When I give my tours in Jerusalem’s open-air Machane Yehuda Market, I say something in my intro that sometimes confuses my guests. In discussing the diversity of foods that we encounter in the market, I explain there are foods from Ashkenazi Jews, Sephardi Jews, and “Jews who are neither.” Usually, I get quizzical looks from those who can’t envision Jews who fit anything but one of those two categories. Occasionally, particularly from people more familiar with Israeli culture, I get someone who says, “ah, you mean Mizrachi Jews!” And then I explain that I mean Jews (and thus also Jewish foods) who don’t match that category either.

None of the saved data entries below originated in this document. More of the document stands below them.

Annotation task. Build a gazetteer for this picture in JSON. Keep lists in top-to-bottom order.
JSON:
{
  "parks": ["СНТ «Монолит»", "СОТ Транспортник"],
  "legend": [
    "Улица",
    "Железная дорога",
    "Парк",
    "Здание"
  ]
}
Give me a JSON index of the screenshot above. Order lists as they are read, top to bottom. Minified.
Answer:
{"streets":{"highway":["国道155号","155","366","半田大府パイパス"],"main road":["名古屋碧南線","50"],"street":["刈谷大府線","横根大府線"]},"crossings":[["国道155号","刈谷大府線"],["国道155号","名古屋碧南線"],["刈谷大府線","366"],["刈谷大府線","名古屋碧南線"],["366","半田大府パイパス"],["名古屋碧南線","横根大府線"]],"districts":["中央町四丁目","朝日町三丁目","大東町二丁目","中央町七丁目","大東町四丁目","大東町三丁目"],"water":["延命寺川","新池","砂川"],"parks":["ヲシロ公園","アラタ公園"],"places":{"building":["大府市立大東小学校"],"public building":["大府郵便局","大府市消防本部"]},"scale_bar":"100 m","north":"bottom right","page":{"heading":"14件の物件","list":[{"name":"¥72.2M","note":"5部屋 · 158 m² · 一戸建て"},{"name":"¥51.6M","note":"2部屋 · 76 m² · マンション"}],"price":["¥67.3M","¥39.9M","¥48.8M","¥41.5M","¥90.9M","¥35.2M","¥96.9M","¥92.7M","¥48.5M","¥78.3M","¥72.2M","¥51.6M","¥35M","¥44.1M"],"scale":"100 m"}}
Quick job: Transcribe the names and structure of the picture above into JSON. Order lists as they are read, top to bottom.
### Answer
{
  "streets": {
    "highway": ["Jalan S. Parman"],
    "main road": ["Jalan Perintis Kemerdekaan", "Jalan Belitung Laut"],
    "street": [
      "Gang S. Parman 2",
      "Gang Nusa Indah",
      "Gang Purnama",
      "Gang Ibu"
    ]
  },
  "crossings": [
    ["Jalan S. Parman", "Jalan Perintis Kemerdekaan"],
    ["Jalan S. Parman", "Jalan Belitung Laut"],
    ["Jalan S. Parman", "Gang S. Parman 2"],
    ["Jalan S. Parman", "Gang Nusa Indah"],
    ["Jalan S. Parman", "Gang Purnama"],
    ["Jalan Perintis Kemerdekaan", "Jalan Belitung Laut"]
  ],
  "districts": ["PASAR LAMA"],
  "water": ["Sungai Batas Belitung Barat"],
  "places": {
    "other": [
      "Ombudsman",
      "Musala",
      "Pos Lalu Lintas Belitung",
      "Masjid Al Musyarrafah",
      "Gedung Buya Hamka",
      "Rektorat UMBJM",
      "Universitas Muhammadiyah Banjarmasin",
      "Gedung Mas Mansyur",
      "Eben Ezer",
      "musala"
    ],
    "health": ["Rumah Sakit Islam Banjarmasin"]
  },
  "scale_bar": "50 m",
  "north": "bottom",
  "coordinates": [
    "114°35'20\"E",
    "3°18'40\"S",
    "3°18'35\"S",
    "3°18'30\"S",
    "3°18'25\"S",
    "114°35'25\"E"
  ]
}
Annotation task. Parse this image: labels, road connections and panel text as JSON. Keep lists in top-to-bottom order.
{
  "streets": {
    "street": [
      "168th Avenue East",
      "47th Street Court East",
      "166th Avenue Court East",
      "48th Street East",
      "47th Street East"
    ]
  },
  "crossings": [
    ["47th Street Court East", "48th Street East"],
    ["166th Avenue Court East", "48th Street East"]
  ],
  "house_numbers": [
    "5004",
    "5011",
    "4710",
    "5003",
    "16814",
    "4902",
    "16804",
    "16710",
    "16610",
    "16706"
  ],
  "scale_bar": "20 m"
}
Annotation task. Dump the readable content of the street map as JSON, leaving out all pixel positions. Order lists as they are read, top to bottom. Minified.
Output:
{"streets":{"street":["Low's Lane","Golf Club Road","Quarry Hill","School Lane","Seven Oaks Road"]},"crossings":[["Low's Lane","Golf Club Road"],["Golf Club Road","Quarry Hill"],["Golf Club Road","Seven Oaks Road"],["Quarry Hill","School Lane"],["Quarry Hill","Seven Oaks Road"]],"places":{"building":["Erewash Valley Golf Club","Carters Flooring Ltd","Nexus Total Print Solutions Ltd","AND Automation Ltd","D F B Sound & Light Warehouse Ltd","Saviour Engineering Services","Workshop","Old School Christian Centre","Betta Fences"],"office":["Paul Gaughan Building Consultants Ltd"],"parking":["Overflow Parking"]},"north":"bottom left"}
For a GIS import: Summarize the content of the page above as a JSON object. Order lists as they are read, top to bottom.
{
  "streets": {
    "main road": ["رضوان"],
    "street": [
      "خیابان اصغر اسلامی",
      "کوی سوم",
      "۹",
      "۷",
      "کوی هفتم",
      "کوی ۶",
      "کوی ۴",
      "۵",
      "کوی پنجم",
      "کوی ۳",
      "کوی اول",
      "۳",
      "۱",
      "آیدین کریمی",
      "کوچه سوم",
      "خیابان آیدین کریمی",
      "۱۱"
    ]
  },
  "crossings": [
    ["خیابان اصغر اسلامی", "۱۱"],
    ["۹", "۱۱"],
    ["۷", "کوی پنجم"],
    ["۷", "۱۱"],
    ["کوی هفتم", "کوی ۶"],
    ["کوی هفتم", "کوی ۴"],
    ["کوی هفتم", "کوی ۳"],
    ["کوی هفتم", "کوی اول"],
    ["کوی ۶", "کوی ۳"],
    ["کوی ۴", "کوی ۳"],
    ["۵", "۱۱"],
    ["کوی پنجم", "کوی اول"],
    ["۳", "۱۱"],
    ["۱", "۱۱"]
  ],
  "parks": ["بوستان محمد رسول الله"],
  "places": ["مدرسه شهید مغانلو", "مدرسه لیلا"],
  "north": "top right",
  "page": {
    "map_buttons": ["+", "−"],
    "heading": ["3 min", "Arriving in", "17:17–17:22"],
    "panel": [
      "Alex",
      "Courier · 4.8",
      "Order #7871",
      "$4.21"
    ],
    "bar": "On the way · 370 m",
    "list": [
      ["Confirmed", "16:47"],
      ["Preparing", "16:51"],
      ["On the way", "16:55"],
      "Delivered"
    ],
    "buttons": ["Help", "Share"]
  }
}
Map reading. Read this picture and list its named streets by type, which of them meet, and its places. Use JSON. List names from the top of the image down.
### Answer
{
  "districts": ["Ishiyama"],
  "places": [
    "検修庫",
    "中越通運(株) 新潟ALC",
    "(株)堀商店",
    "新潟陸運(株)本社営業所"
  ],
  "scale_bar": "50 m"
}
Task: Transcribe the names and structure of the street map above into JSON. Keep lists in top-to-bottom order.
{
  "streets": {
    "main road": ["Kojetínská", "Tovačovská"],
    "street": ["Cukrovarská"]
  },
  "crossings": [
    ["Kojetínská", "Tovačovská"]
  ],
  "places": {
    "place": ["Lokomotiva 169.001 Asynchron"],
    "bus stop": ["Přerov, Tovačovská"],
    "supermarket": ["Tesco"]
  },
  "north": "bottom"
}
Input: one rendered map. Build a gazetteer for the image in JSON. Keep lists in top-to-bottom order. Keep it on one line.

So before I get into some examples and explanations, let me first break down those categories.

Grouping Jews Together

Ashkenazi, Sephardi, adn Mizrachi foods are different from each other.
Foods of Three Different Jewish Categories
With a nation that is as ancient and diverse as Jews are, there are numerous ways of breaking Jews into smaller categories. One common way is by religious stream: Reconstructionist, Conservative, Reform, Orthodox, etc. Even those can be endlessly broken into smaller categories. Orthodox splits into Modern-, Open-, and Ultra-Orthodox, and that last category can be broken into Chasidic and Misnagdi. (If these terms mean nothing to you, don’t worry. They’re not all that important. The point simply is, that people love categorizing other people.) And many food distinctions separate some (though not all) of these categories.

A different breakdown is by geographic region of origin. But even that terminology is innaccurate: the region of “origin” for all Jews is Israel, our ancestral homeland. So by “origin” we really are referencing our stopping points at certain points through history. As Jews spread throughout the world, three specific areas became larger hubs of Jewish life. First Mesopotamia (known as Bavel (Babylonia) in Jewish culture) was the dominant region, from about the fourth through the tenth centuries. As it began to decline in prominence, two other hubs in Western Europe took its place. Ashkenaz was a medieval term applied to the border region that straddled northeastern France (Alsace, Lorraine, and Champagne) and western Germany (the Rhineland). Sepharad was the name assigned to Spain.

So nowadays, when we use the terms Ashkenazi and Sephardi, we mean that one’s ancestors trace back to medieval France/Germany or Spain. The common Israeli term Mizrachi means that one’s ancestors were more connected to the earlier hub in Bavel than either of those later two regions. Central and Eastern Europe’s Jews were primarily Ashkenazic, those of Southern Europe were mostly Sephardic. North Africa was largely a mix of Mizrachi and Sephardic Jews, while Western Europe mixed Ashkenazi and Sephardi descendants. And the Middle East largely housed Mizrachi Jews, but there were also some Sephardic Jews who entered the mix.

These three cultures, and their respective cuisines, were something I tried to subtly suggest in the image i use on my business cards — the image you see accompanying this section. At the top, the bagel represents Ashkenazi food in the north. The bourekas on the bottom are for Sephardi food in the south. And the dates are for eastern Mizrachi foods (the word Mizrachi, by the way, actually means “eastern”).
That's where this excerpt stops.